Tepeyec, o local da revelação guadalupana, era o antigo lugar da grande deusa
da terra Tonanzin. Tonanzin significa “mãe” na história nativa Nahuatl.
Finalmente, os povos nativos encontraram um ser divino com o qual eles poderiam
se relacionar. O Pe. Virgilio Elizondo fez esta tradução da mensagem de Nossa
Senhora de Guadalupe por meio de Juan Diego para o povo recentemente derrotado:
“Saibas e entendas tu, o menor dos meus filhos, que eu sou sempre Virgem Maria,
Mãe do verdadeiro Deus por quem se vive. Desejo vivamente que me seja erguido
aqui uma casita, para nele mostrar e dar todo o meu amor, compaixão, auxílio e
defesa a ti, a todos vós, a todos os moradores desta terra e aos demais que me
amam, que me invocam e em mim confiam. Ouvirei ali os seus lamentos e remediarei
todas as suas misérias, penas e dores” .
Elizabeth Johnson, CSJ, fala de
forma muito bela ao observar que uma das razões pelas quais Maria tem sido tão
importante na história da Igreja é que: “Maria tem sido um ícone de Deus. Para
inúmeros fiéis, ela tem funcionado no sentido de revelar o amor divino como
misericordioso, próximo, interessado, sempre pronto a ouvir e a responder às
necessidades humanas, confiável e profundamente atrativo, e tem feito isso em
um grau impossível quando se pensa em Deus simplesmente como um homem ou homens
de poder. Consequentemente, em devoção a ela como uma mãe compassiva que não
vai deixar que um de seus filhos se perca, o que realmente está sendo mediado é
uma experiência mais atraente de Deus?”
Então, embora seja uma tragédia
da história que, pelo menos até recentemente, as discípulas de Jesus e de São
Paulo ou foram apagadas da memória histórica ou degradadas a prostitutas em
favor do modelo totalmente puro e, no fim das contas, inacessível de Maria, a
virgem-mãe, o outro lado da moeda é que, de alguma maneira, Deus encontrou uma
forma de preservar o acesso humano ao divino feminino na experiência cristã. É
claro que o ensino oficial da Igreja nunca afirmou que Maria é divina, mas as
reflexões de muitos teólogos e as experiências de oração dos fiéis muitas vezes
sugerem que outra coisa está em ação.
De fato, Johnson encontra na
tradição mariana um “filão de ouro que pode ser ‘explorado’, a fim de recuperar
o imaginário e a linguagem femininas sobre o santo mistério de Deus”. Na
tradição mariana, sugere ela, “onde quer que a ultimidade do divino seja
evocada nas Escrituras, na doutrina ou na liturgia ou onde quer que a
ultimidade da confiança do fiel seja convocada, podemos supor que a realidade de
Deus está sendo nomeada em metáforas femininas” .
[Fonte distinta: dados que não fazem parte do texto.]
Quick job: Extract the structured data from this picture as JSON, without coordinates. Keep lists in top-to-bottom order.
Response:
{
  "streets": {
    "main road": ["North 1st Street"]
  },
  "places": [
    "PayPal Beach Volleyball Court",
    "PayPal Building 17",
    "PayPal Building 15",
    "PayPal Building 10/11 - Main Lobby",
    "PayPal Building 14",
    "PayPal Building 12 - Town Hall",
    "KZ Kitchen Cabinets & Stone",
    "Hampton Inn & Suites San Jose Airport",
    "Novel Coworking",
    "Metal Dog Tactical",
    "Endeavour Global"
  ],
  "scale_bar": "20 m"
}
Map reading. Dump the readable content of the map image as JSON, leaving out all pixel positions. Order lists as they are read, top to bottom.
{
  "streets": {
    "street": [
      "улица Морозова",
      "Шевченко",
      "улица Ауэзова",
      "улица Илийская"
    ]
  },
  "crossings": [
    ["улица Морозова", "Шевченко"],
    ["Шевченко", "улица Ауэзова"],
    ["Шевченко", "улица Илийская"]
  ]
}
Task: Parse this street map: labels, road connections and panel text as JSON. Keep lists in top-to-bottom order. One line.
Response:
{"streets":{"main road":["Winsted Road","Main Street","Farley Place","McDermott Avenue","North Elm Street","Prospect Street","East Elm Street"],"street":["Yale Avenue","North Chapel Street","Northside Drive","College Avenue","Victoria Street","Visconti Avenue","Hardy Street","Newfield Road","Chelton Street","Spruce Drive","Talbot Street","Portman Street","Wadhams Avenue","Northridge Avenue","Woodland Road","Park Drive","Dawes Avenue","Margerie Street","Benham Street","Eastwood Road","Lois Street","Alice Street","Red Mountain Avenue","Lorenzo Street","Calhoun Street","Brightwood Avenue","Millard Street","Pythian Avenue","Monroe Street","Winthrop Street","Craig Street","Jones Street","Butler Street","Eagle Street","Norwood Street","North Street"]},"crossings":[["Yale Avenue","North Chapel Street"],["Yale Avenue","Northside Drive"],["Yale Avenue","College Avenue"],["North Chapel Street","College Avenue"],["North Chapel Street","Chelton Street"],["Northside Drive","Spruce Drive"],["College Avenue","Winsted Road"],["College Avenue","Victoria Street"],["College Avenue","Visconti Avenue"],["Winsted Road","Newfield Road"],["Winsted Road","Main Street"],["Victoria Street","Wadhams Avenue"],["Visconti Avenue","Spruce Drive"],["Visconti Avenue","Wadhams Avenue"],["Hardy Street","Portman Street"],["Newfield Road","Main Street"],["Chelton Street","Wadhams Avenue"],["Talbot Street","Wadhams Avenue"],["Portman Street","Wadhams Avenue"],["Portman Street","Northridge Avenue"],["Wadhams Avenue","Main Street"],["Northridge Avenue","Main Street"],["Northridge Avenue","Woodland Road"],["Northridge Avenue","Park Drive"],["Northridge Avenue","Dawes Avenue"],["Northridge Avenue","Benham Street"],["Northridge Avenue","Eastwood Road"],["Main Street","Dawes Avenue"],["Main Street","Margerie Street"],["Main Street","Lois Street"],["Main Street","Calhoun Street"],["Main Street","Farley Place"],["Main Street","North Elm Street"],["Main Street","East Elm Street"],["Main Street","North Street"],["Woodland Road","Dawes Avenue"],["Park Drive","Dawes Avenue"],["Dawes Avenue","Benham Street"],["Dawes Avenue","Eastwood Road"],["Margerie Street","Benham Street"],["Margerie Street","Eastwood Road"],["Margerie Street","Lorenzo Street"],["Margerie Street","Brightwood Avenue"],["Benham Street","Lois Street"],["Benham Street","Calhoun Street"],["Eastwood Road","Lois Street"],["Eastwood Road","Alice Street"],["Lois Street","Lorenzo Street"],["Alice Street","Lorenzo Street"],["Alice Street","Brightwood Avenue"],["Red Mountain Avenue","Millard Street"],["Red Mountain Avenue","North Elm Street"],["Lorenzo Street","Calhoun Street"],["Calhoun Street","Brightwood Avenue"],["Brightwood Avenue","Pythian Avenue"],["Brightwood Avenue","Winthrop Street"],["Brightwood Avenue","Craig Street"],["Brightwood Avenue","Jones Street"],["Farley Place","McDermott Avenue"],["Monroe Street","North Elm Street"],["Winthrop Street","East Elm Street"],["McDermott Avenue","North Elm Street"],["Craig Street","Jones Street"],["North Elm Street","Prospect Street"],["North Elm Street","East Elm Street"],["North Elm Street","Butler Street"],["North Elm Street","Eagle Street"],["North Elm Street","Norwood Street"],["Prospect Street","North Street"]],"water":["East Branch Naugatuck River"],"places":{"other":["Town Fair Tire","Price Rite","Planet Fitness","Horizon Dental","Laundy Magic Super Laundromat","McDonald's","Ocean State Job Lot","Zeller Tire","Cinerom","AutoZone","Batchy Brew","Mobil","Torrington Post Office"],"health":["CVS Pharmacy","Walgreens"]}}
IHU On-Line – Como Maria Madalena
nos ajuda a pensar a liderança das mulheres na Igreja e na sociedade de hoje? É
possível chegar à igualdade de gênero na Igreja Católica?
Chris Schenk – Talvez o aspecto
mais importante da recuperação da memória histórica da liderança de Santa Maria
de Magdala é que as fiéis contemporâneas podem, pela primeira vez, se ver nas
histórias do Evangelho e na história da Igreja primitiva.
Quando eu era criança, eu tinha a
impressão, assim como quase todo mundo que eu conhecia, que era Jesus e os 12
homens que viajavam ao redor da Galileia fazendo o bem. Eu nunca via ninguém
que se parecesse comigo nos Evangelhos. As mulheres pareciam ser todas as
prostitutas, pecadoras, habitadas por demônios ou uma Mãe virgem. Nenhum desses
modelos a serem seguidos era muito atraente. Fiquei escandalizada quando eu
descobri, por meio dos meus estudos bíblicos, que Maria de Magdala foi a
primeira testemunha da Ressurreição e que não há nada nas Escrituras que
sustente a ideia de que ela era uma prostituta. Parecia uma grande injustiça o
fato de ser assim que uma grande mulher de fé como ela era lembrada na história
da Igreja, pelo menos na Igreja latina. E eu resolvi fazer algo a respeito.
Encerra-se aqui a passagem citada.